Submitted to: Journal of Nutrition
Publication Type: Peer Reviewed Journal
Publication Acceptance Date: 11/3/2023
Publication Date: 11/8/2023
Citation: Shinn, L.M., Mansharamani, A., Baer, D.J., Novotny, J., Charron, C.S., Kahn, N.A., Zhu, R., Holscher, H.D. 2024. Fecal metagenomics to identify biomarkers of food intake in healthy adults: findings from randomized, controlled, nutrition trials. Journal of Nutrition. 154:271-283.
DOI: https://doi.org/10.1016/j.tjnut.2023.11.001

Interpretive Summary: While self-reported measures of food intake and compliance are frequently utilized in nutrition studies, they are limited by their reliability and validity. The discovery, development, and use of biomarkers of food intake are needed. Metagenomic analyses not only reveals which bacterial microorganisms are present in a given sample, but also provides data on their encoded functions which provides additional insights into the functional capacity of the microbiome. Many metagenomic biomarker discovery studies have been specific to disease. Yet, another promising application for these discoveries is to complement self-reported measures of food intake and compliance with fecal genes, and subsequent pathways as objective biomarkers of food intake.

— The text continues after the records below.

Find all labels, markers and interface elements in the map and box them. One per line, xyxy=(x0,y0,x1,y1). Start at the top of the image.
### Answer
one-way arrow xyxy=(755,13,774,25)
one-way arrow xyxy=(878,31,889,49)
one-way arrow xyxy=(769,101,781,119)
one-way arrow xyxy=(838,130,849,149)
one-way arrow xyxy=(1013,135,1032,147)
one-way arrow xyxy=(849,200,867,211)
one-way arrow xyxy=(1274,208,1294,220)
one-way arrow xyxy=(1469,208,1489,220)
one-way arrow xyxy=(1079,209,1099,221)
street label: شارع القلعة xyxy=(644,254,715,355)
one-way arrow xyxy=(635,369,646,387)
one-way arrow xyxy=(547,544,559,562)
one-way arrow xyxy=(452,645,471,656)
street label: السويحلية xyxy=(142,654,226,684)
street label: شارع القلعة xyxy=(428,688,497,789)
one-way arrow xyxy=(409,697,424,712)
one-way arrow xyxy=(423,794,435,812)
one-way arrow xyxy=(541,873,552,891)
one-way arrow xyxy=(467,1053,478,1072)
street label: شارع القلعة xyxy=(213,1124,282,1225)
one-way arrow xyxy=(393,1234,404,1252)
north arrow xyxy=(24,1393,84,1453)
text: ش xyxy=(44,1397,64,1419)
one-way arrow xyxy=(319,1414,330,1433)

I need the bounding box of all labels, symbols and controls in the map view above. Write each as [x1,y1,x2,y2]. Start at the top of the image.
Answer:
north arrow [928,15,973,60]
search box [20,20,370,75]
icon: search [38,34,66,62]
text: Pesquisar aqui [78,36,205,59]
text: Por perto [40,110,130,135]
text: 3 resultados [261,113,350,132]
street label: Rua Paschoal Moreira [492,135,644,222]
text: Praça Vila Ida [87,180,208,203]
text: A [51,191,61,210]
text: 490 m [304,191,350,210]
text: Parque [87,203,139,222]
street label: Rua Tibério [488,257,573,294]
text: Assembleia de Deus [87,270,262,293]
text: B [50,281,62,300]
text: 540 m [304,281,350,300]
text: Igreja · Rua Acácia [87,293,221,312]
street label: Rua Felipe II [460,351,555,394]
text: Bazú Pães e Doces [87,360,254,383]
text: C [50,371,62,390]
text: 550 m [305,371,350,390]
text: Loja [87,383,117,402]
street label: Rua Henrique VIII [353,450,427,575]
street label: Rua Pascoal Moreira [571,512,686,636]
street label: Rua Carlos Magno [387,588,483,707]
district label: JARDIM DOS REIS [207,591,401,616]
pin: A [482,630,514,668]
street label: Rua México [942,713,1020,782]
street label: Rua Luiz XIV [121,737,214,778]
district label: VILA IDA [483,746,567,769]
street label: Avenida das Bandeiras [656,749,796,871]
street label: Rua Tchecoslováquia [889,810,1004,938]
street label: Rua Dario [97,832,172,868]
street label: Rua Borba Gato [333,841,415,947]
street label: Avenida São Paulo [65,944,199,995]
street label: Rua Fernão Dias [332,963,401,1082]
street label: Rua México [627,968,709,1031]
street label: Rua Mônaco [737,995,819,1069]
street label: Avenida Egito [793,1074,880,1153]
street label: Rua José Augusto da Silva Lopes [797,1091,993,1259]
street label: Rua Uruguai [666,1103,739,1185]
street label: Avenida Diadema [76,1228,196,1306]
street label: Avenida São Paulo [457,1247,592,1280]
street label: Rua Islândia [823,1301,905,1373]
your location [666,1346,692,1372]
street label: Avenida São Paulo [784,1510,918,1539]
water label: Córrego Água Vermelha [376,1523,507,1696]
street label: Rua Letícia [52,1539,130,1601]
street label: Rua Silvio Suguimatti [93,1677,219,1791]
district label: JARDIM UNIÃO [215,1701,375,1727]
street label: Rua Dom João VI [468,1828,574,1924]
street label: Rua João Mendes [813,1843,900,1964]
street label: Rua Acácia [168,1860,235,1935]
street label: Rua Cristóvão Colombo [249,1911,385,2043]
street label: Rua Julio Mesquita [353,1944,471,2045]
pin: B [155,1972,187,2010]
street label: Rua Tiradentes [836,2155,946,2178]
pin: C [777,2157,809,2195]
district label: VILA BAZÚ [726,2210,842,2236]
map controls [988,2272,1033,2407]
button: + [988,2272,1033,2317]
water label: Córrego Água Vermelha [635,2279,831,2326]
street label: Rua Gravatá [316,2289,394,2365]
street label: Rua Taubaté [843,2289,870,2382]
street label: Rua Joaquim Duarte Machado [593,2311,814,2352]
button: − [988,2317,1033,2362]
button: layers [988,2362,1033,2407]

The purpose of the present investigation was to utilize a computationally intensive, multivariate, machine learning approach to identify fecal genes and genomes that accurately predict food intake. This project was a secondary analysis conducted on data generated from fecal samples collected at pre- and post-intervention of 5 dietary interventions which manipulated the specific foods including almonds, avocados, broccoli, walnuts, and whole grains. This effort, which utilized random forest to identify food intake biomarkers, revealed high predictive accuracy of almond, broccoli, and walnut intake, both individually (compared to respective controls) and in a mixed-food model (almond versus broccoli versus walnut). Further, we were able to identify differentially expressed features across all three food groups. These findings reveal the promise of metagenomics in establishing fecal bacterial genes as biomarkers of food intake to objectively complement self-reported food measures and study compliance.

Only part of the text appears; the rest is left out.